The program or code segments may be stored in a processor readable medium or 
transmitted by a computer data signal embodied in a carrier wave, or a signal modulated by 
a carrier, over a transmission medium. The "processor readable medium" may include any 
medium that can store or transfer information. Examples of the processor readable 
medium include an electronic circuit, a semiconductor memory device, a ROM, a flash 
memory, an erasable ROM (EROM), a floppy diskette, a compact disk (CD-ROM), an 
optical disk, a hard disk, a fiber optic medium, a radio frequency (RF) link, etc. The 
computer data signal may include any signal that can propagate over a transmission 
medium such as electronic network channels, optical fibers, air, electromagnetic, RF links, 
etc. The code segments may be downloaded via computer networks such as the Internet, 
Intranet, etc. 

[0016] It is noted that the invention may be described as a process which is usually 
depicted as a flowchart, a flow diagram, a structure diagram, or a block diagram. Although 
a flowchart may describe the operations as a sequential process, many of the operations 
can be performed in parallel or concurrently. In addition, the order of the operations may 
be re-arranged. A process is terminated when its operations are completed. A process may 
correspond to a method, a function, a procedure, a subroutine, a subprogram, etc. When a 
process corresponds to a function, its termination corresponds to a return of the function to 
the calling function or the main function. 
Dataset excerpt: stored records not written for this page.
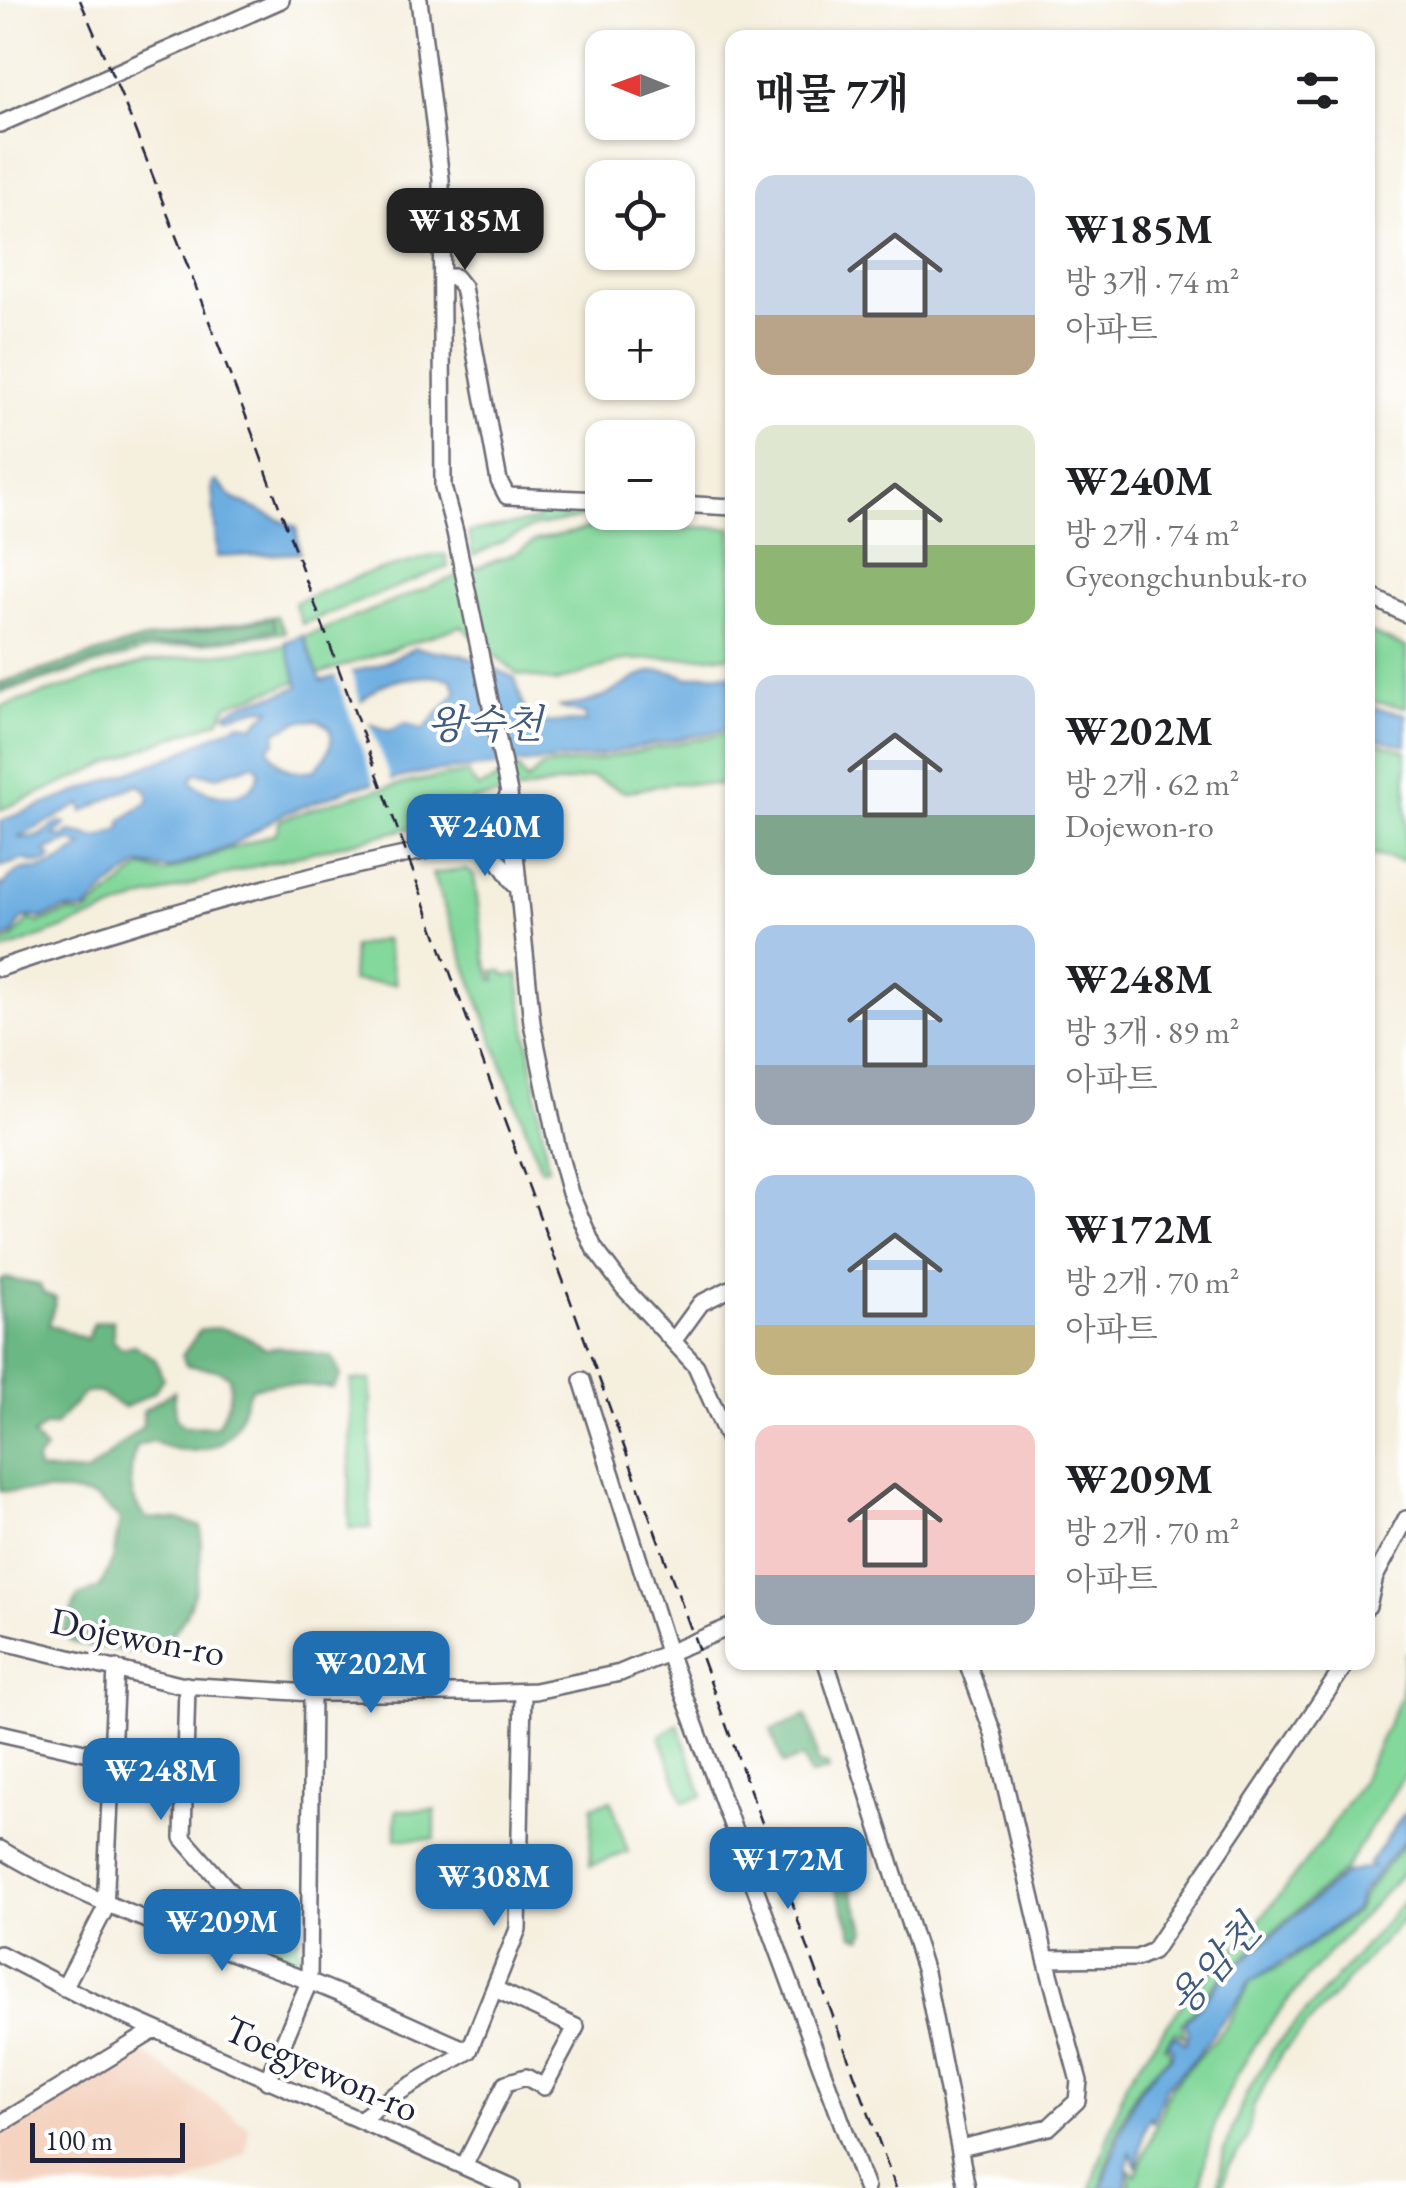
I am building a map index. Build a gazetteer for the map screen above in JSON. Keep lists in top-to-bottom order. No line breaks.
{"streets":{"street":["Dojewon-ro","Toegyewon-ro"]},"water":["왕숙천","용암천"],"scale_bar":"100 m","north":"left","page":{"map_buttons":["+","−"],"heading":"매물 7개","list":[{"name":"₩185M","note":"방 3개 · 74 m² · 아파트"},{"name":"₩240M","note":"방 2개 · 74 m² · Gyeongchunbuk-ro"},{"name":"₩202M","note":"방 2개 · 62 m² · Dojewon-ro"},{"name":"₩248M","note":"방 3개 · 89 m² · 아파트"},{"name":"₩172M","note":"방 2개 · 70 m² · 아파트"},{"name":"₩209M","note":"방 2개 · 70 m² · 아파트"}],"price":["₩185M","₩240M","₩202M","₩248M","₩172M","₩308M","₩209M"],"scale":"100 m"}}
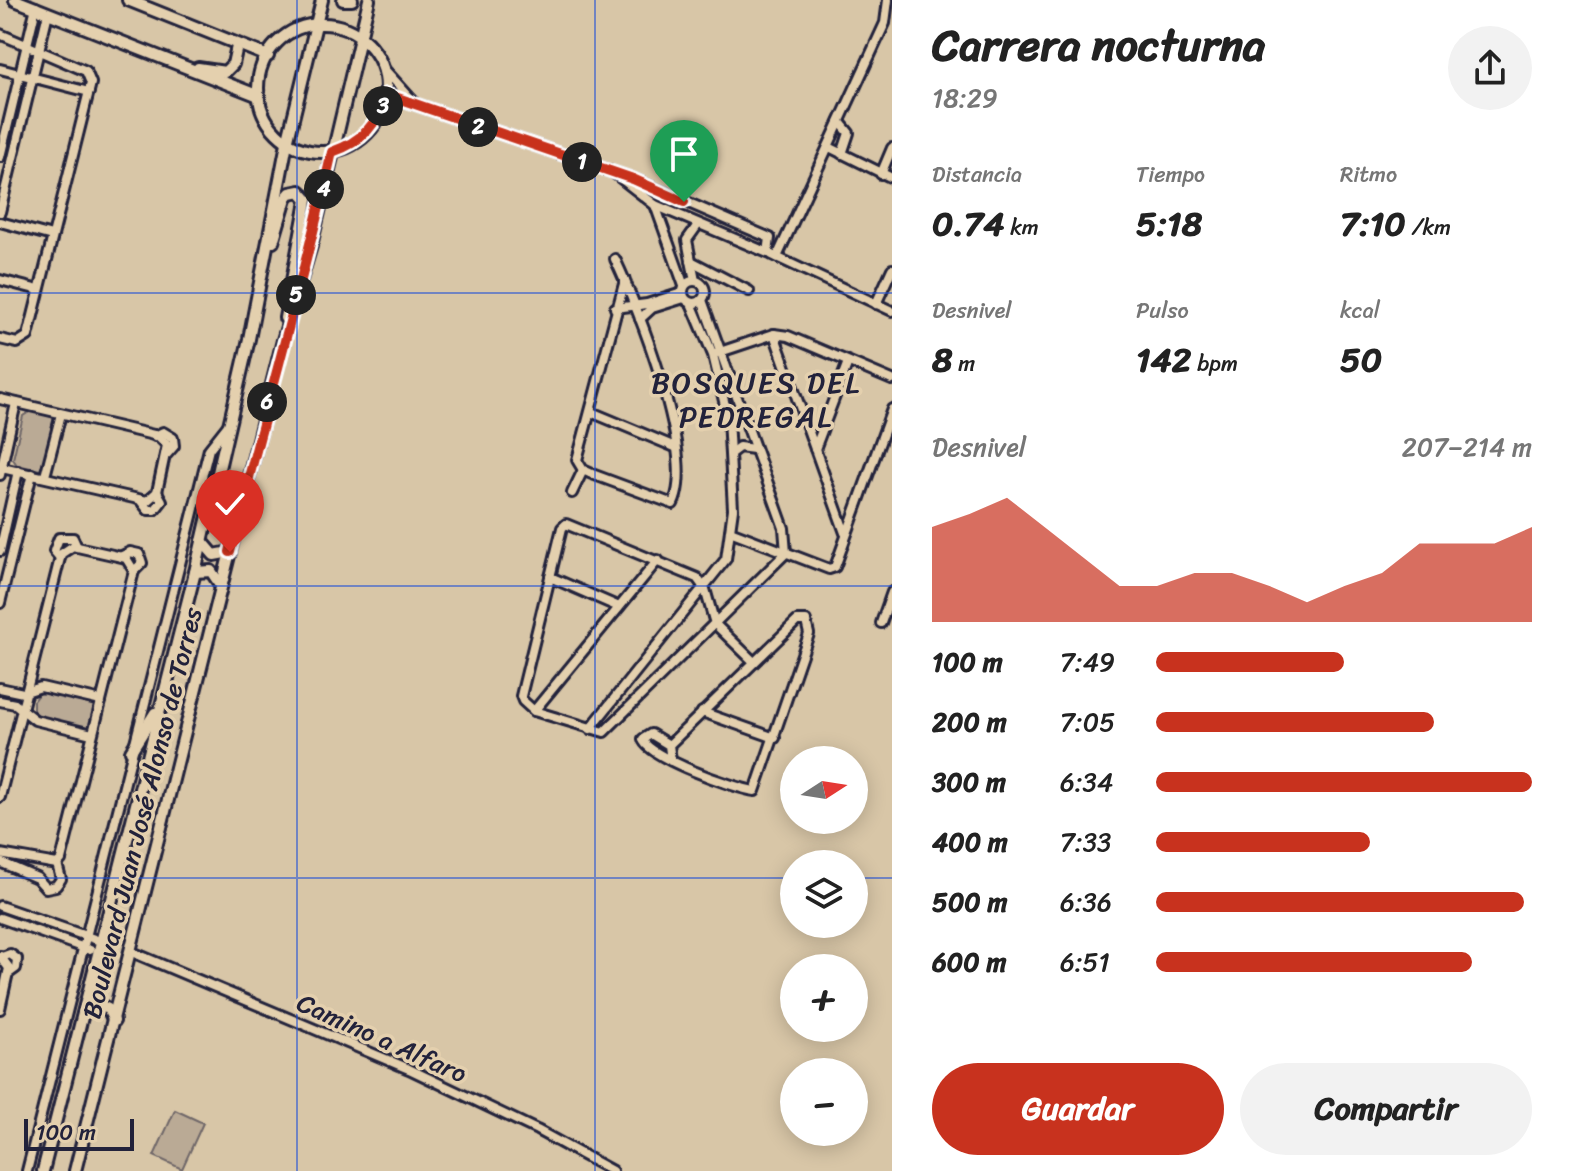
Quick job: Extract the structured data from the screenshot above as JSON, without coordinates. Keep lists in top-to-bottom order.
{
  "streets": {
    "main road": ["Boulevard Juan José Alonso de Torres"],
    "street": ["Camino a Alfaro"]
  },
  "crossings": [
    ["Boulevard Juan José Alonso de Torres", "Camino a Alfaro"]
  ],
  "districts": ["BOSQUES DEL PEDREGAL"],
  "scale_bar": "100 m",
  "north": "right",
  "page": {
    "heading": ["Carrera nocturna", "18:29"],
    "pins": [
      "3",
      "2",
      "1",
      "4",
      "5",
      "6"
    ],
    "stats": [
      ["Distancia", "0.74 km"],
      ["Tiempo", "5:18"],
      ["Ritmo", "7:10 /km"],
      ["Desnivel", "8 m"],
      ["Pulso", "142 bpm"],
      ["kcal", "50"]
    ],
    "chart": ["Desnivel", "207–214 m"],
    "list": [
      {
        "name": "100 m",
        "note": "7:49"
      },
      {
        "name": "200 m",
        "note": "7:05"
      },
      {
        "name": "300 m",
        "note": "6:34"
      },
      {
        "name": "400 m",
        "note": "7:33"
      },
      {
        "name": "500 m",
        "note": "6:36"
      },
      {
        "name": "600 m",
        "note": "6:51"
      }
    ],
    "map_buttons": ["+", "−"],
    "buttons": ["Guardar", "Compartir"],
    "scale": "100 m"
  }
}
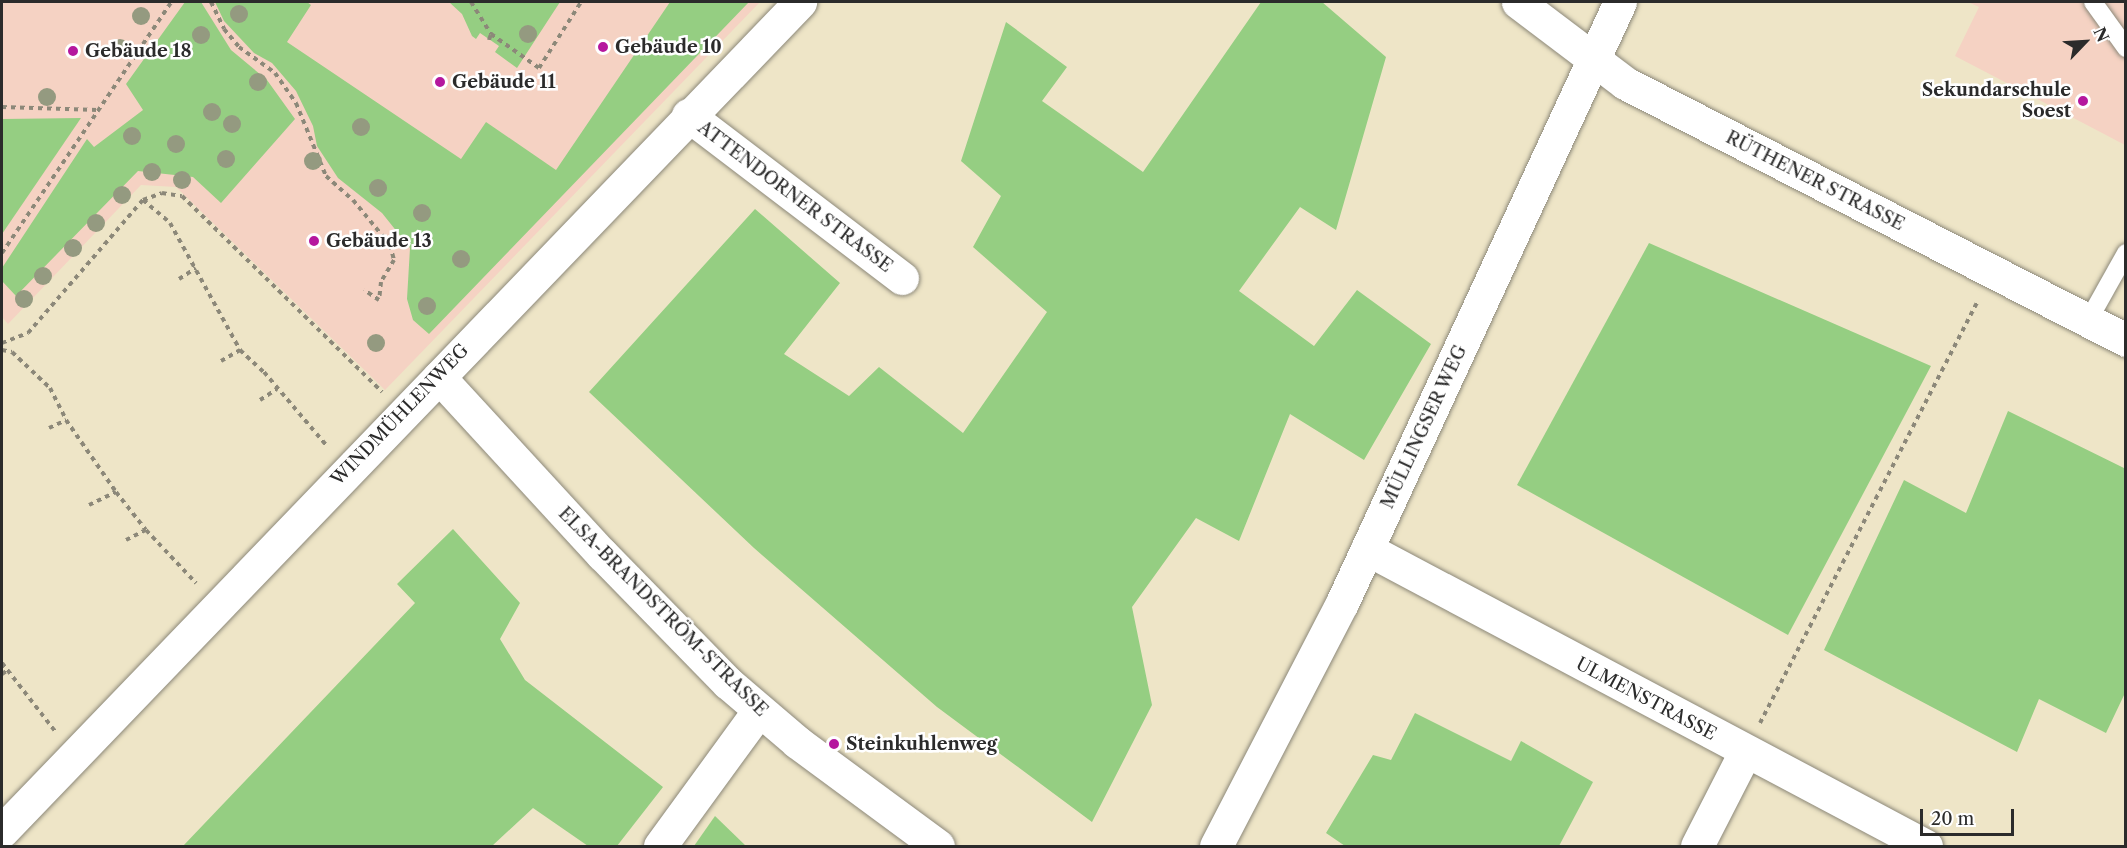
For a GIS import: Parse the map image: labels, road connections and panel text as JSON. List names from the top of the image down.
{
  "streets": {
    "street": [
      "RÜTHENER STRASSE",
      "ATTENDORNER STRASSE",
      "WINDMÜHLENWEG",
      "MÜLLINGSER WEG",
      "ELSA-BRANDSTRÖM-STRASSE",
      "ULMENSTRASSE"
    ]
  },
  "crossings": [
    ["RÜTHENER STRASSE", "MÜLLINGSER WEG"],
    ["ATTENDORNER STRASSE", "WINDMÜHLENWEG"],
    ["WINDMÜHLENWEG", "ELSA-BRANDSTRÖM-STRASSE"],
    ["MÜLLINGSER WEG", "ULMENSTRASSE"]
  ],
  "places": [
    "Gebäude 10",
    "Gebäude 18",
    "Gebäude 11",
    "Sekundarschule Soest",
    "Gebäude 13",
    "Steinkuhlenweg"
  ],
  "scale_bar": "20 m",
  "north": "top right"
}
[0017] Figure 1 is a diagram illustrating a system 100 in which one embodiment of the 
invention can be practiced. The system 100 includes a processor 1 10, a host bus 120, a 
memory control hub (MCH) 130, a system memory 140, an input/output control hub (ICH) 
150, a mass storage device 170, and input/output devices 180i to 180k.. 

[0018] The processor 110 represents a central processing unit of any type of architecture, 
such as embedded processors, micro-controllers, digital signal processors, super-scalar 
computers, vector processors, single instruction multiple data (SIMD) computers, complex 
instruction set computers (CISC), reduced instruction set computers (RISC), very long 
instruction word (VLIW), or hybrid architecture.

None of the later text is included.